#### Given data:
##########
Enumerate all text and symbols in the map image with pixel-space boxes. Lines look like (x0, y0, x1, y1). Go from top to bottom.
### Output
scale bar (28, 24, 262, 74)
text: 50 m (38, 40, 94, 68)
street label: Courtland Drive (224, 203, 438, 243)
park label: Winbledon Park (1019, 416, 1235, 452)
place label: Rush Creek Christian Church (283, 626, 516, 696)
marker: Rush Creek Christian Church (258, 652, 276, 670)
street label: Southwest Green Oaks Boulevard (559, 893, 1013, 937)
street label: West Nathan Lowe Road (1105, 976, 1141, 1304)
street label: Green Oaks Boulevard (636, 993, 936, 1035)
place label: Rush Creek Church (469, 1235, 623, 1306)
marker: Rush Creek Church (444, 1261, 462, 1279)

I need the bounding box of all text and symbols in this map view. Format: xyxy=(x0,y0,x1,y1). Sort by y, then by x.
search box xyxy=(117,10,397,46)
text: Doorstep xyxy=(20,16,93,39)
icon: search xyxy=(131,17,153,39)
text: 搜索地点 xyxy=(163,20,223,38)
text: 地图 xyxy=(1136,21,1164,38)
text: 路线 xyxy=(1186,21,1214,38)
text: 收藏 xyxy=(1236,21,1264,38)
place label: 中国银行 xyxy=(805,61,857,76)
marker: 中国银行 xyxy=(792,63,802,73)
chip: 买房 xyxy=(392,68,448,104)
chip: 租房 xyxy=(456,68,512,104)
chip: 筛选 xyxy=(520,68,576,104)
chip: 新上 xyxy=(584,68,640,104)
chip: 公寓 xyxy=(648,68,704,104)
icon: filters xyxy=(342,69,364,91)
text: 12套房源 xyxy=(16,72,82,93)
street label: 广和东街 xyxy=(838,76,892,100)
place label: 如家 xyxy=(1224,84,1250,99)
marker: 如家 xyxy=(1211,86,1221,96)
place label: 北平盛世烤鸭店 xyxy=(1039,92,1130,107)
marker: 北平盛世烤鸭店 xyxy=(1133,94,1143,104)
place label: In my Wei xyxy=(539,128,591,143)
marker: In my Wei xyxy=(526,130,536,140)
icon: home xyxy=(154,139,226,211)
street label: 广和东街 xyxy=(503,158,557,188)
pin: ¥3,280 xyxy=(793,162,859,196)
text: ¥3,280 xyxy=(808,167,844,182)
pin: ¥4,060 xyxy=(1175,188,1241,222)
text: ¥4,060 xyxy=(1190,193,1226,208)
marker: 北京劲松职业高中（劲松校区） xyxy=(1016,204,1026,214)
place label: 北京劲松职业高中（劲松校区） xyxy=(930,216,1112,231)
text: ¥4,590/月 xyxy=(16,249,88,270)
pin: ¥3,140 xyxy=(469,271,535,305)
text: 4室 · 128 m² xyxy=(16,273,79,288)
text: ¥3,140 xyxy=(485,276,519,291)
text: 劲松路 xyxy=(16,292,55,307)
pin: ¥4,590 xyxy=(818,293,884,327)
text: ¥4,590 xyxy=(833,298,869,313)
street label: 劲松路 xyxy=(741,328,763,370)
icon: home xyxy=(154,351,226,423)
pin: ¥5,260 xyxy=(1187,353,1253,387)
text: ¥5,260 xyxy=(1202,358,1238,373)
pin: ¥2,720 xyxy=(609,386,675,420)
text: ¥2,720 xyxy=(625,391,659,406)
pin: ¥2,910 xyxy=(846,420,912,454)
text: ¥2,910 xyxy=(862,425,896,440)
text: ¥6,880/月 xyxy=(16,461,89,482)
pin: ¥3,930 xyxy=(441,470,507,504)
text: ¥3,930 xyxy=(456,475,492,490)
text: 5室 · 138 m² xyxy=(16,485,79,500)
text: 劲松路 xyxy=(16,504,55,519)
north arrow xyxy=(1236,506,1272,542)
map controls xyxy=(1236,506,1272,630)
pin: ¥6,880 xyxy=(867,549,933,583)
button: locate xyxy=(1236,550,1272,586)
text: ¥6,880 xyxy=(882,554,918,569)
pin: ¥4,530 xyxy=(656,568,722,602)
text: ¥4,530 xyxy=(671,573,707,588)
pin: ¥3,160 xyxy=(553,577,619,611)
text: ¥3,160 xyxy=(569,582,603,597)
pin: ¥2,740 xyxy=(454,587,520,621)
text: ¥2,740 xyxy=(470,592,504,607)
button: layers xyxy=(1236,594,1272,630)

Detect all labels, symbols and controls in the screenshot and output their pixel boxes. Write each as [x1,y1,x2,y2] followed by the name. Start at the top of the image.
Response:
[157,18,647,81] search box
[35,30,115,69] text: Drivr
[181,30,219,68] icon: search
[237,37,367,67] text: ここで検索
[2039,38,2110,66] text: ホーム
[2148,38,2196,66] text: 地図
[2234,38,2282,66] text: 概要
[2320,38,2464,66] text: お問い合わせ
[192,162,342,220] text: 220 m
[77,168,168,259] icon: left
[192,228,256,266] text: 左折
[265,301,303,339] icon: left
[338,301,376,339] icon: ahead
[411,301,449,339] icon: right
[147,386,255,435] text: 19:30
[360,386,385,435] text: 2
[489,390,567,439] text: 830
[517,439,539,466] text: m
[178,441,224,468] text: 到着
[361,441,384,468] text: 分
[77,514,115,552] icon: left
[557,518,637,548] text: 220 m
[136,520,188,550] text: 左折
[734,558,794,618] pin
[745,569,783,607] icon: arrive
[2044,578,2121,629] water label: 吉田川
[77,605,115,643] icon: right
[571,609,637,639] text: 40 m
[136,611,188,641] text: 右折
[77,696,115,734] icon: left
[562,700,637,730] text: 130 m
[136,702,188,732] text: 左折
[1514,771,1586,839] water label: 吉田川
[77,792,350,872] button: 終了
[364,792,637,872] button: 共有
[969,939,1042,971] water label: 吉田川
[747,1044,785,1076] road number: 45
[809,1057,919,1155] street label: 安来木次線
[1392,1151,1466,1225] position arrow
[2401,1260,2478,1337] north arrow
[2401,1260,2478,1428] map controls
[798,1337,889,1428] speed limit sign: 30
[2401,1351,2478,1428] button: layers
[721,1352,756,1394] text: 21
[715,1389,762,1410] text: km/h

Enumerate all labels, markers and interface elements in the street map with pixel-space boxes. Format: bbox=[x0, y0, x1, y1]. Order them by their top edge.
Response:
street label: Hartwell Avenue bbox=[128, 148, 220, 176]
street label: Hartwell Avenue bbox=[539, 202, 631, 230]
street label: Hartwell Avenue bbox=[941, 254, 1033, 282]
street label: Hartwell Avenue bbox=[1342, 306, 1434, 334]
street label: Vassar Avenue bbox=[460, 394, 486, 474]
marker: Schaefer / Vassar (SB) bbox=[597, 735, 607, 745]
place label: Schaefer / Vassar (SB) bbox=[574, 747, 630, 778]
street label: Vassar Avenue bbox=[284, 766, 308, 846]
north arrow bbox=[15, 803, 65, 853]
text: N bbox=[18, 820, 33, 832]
##########
Show every line of the material that includes the string "Boulevard".

street label: Southwest Green Oaks Boulevard (559, 893, 1013, 937)
street label: Green Oaks Boulevard (636, 993, 936, 1035)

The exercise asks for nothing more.